■ **EXTRACTED ENTRIES**
--- START ---
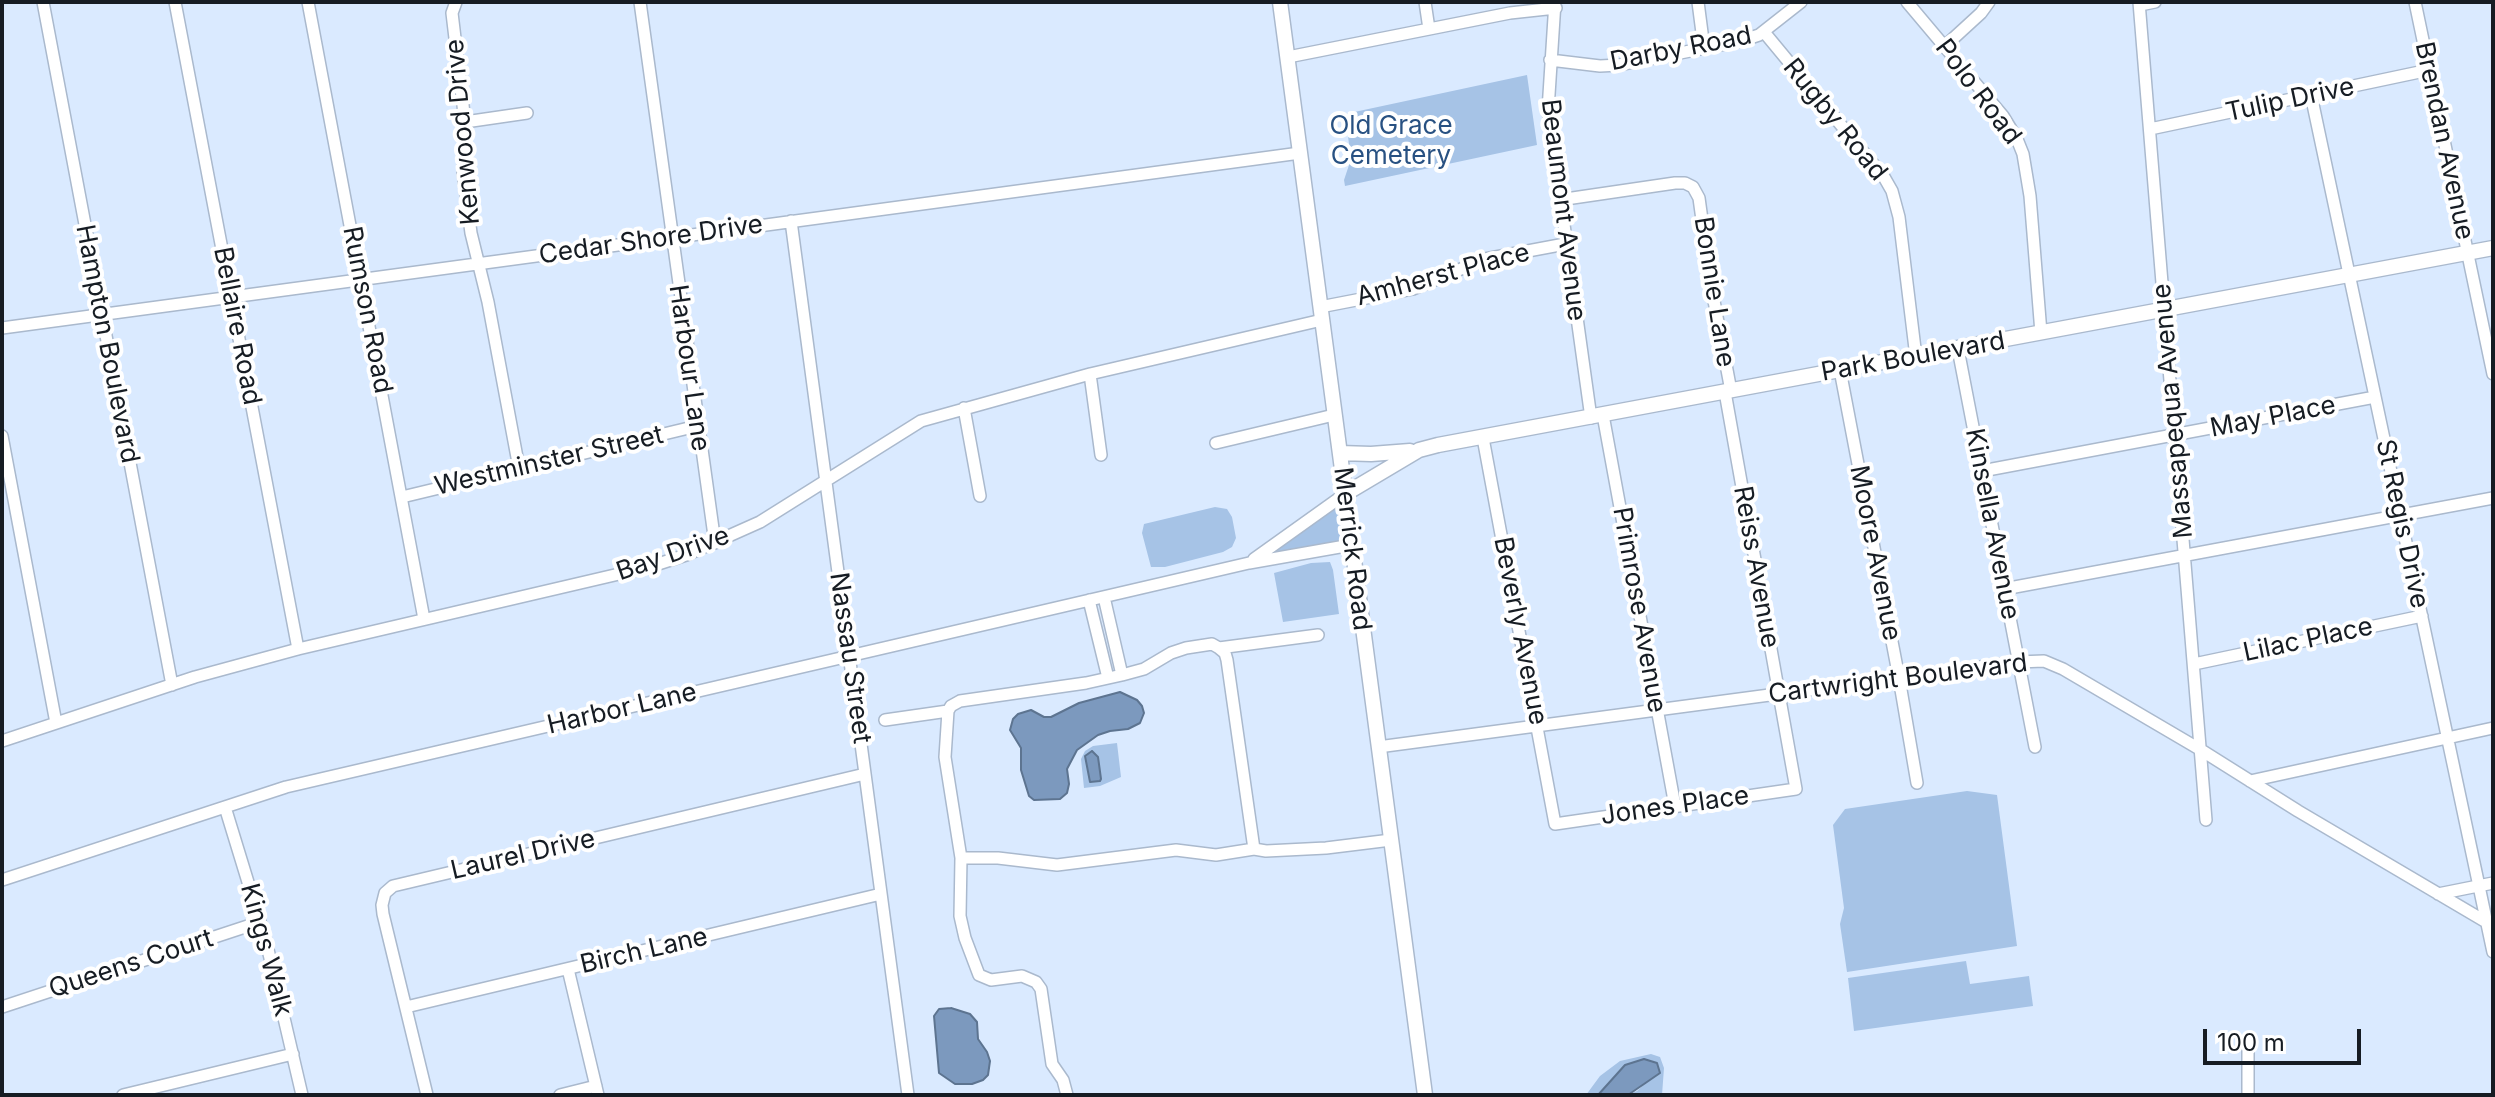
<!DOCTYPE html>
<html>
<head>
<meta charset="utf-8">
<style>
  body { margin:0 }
  #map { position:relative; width:2495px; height:1097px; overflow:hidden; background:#daeaff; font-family:Inter,sans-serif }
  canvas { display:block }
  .frame { position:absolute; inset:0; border:4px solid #161c23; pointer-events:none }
  .scale { position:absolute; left:2203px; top:1029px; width:158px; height:36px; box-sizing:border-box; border:4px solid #161c23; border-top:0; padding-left:10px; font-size:24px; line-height:28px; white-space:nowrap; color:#161c23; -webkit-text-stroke:6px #fff; paint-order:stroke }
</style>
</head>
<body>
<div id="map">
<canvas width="2495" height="1097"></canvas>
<div class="frame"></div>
<div class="scale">100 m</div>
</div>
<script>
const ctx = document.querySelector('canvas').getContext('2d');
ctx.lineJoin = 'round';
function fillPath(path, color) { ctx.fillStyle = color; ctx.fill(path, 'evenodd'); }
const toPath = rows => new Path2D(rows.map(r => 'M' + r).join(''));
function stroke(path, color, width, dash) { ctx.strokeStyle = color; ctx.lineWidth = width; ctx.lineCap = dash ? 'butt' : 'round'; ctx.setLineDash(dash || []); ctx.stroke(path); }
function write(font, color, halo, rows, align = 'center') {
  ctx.font = font + ' Inter,sans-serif'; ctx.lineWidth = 8; ctx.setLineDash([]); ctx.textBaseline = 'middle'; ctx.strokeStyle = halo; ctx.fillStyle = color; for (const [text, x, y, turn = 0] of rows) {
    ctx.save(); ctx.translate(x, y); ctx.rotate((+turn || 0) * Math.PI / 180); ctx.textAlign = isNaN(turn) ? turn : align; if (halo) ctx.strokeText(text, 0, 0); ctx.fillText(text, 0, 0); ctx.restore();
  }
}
const green = toPath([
  [1527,75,1537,145,1345,186,1344,180,1351,159,1345,114],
  [1344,496,1350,543,1254,561],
  [1215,507,1227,509,1232,517,1236,538,1232,547,1223,552,1165,567,1151,567,1142,533,1144,524],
  [1330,562,1333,570,1339,614,1283,622,1274,573,1311,563],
  [1117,743,1121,777,1100,786,1084,788,1081,759,1085,751,1093,746],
  [1967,791,1997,795,2017,946,1847,972,1840,924,1844,908,1833,825,1845,809],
  [1966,961,1970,984,2029,976,2033,1006,1854,1031,1848,978],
  [1651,1054,1660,1057,1664,1068,1662,1095,1628,1095,1637,1091,1653,1076,1625,1065,1598,1095,1586,1095,1600,1076,1620,1061]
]);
const water = toPath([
  [1120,692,1137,700,1142,706,1144,713,1140,723,1128,729,1110,731,1098,735,1077,750,1067,769,1069,784,1067,793,1060,799,1034,800,1029,796,1021,770,1021,748,1010,730,1013,719,1018,714,1031,710,1044,717,1051,717,1079,703,1120,692],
  [1092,751,1098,757,1101,779,1100,781,1090,782,1085,756,1092,751],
  [951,1008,970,1014,977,1022,978,1039,987,1052,990,1061,988,1075,983,1080,972,1084,955,1084,939,1073,934,1016,939,1009,951,1008],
  [1644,1059,1657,1063,1660,1073,1628,1095,1598,1095,1625,1065,1644,1059]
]);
const minor = toPath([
  [43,2,172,685],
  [175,2,298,649],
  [308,2,424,619],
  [456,2,452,13,465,122,463,172,471,233,488,302,519,468],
  [640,2,715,543],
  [1425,2,1429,29],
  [1555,2,1548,110,1591,418],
  [1698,2,1704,48],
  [1907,2,2003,116,2017,139,2023,154,2030,196,2041,333],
  [2139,2,2206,820],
  [2415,2,2493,374],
  [2140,5,2155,2],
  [1764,32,1884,177,1892,191,1899,217,1916,357],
  [1945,46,1981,13,1989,2],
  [1288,57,1510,13,1556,8],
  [1550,60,1600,66,1619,65,1741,41,1759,35,1801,2],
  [2311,95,2493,952],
  [465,122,527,113],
  [2150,129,2429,70],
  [1559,200,1675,183,1685,183,1693,187,1699,198,1711,285,1731,391],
  [791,221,908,1095],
  [1320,307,1413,289,1485,259,1565,244],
  [2,328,1300,153],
  [1958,349,2035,747],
  [1840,370,1899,678,1917,783],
  [1090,374,1101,455],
  [964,408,980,496],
  [1603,415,1675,806],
  [2,436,56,723],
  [1483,438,1555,824,1796,789,1725,392],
  [1216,443,1334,415],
  [1982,471,2375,397],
  [402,497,697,426],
  [1254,559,1345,494],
  [2004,589,2493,498],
  [1104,597,1122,675],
  [1089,600,1108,678],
  [1219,648,1318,635],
  [2194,664,2422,616],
  [885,720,948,711],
  [2,741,195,677,298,649,649,567,686,555,760,522,921,421,1090,374,1322,320],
  [1378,747,2018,662,2044,661,2063,669,2201,750,2298,811,2493,926],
  [2250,781,2493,728],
  [225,807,266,941,302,1095],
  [961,858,998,858,1057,865,1176,850,1216,855,1254,849,1266,851,1326,848,1391,840],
  [2,880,286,787,1249,563,1351,545],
  [2438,894,2493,883],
  [568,969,598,1095],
  [2,1007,260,922],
  [406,1007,881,894],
  [123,1095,293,1054],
  [427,1095,383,914,382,905,385,893,393,886,865,774],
  [560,1095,596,1086],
  [1067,1095,1063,1080,1052,1064,1041,989,1036,982,1022,976,991,980,979,975,965,938,960,916,961,858,945,757,948,711,951,706,960,701,1086,683,1122,675,1144,669,1171,653,1186,648,1212,644,1219,648,1225,653,1227,660,1254,849],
  [2248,1095,2248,1042]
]);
const major = toPath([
  [1280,2,1425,1095],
  [1340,453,1371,454,1410,451],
  [1345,494,1419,450,1438,445,2493,248]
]);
const streetNames = [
  ["Darby Road",1681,49,-11],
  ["Polo Road",1978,92,53],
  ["Tulip Drive",2290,100,-12],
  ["Rugby Road",1835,120,51],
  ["Kenwood Drive",463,132,-95],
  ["Brendan Avenue",2444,141,78],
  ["Beaumont Avenue",1563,210,83],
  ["Cedar Shore Drive",651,240,-8],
  ["Amherst Place",1443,275,-15],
  ["Bonnie Lane",1714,292,81],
  ["Rumson Road",367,310,79],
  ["Bellaire Road",237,326,79],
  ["Hampton Boulevard",107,344,79],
  ["Park Boulevard",1913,357,-10],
  ["Harbour Lane",689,368,82],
  ["Massapequa Avenue",2173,411,-95],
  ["May Place",2273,417,-11],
  ["Westminster Street",549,461,-13],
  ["Kinsella Avenue",1992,524,79],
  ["St Regis Drive",2402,524,78],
  ["Merrick Road",1352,549,83],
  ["Moore Avenue",1875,553,79],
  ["Bay Drive",673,554,-19],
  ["Reiss Avenue",1756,567,80],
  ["Primrose Avenue",1639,610,80],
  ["Beverly Avenue",1520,631,79],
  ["Lilac Place",2308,640,-12],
  ["Nassau Street",850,658,82],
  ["Cartwright Boulevard",1898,679,-7],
  ["Harbor Lane",622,709,-13],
  ["Jones Place",1675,806,-8],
  ["Laurel Drive",523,855,-13],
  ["Kings Walk",266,950,75],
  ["Birch Lane",644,951,-13],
  ["Queens Court",131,964,-18]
];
const parkNames = [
  ["Old Grace",1391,126],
  ["Cemetery",1391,156]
];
fillPath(green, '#a6c3e6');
fillPath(water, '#7c99be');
stroke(water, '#5d7490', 2);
stroke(minor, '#aab9cd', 14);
stroke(major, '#aab9cd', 17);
stroke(minor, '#fff', 11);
stroke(major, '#fff', 14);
write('26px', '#161c23', '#fff', streetNames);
write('26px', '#285182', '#fff', parkNames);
</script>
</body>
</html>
--- END ---
■ **WHAT IS EXPECTED**
Could you find every line in the records above that has the string "rows" and copy it?

■ **ANSWER SPACE**
const toPath = rows => new Path2D(rows.map(r => 'M' + r).join(''));
function write(font, color, halo, rows, align = 'center') {
  ctx.font = font + ' Inter,sans-serif'; ctx.lineWidth = 8; ctx.setLineDash([]); ctx.textBaseline = 'middle'; ctx.strokeStyle = halo; ctx.fillStyle = color; for (const [text, x, y, turn = 0] of rows) {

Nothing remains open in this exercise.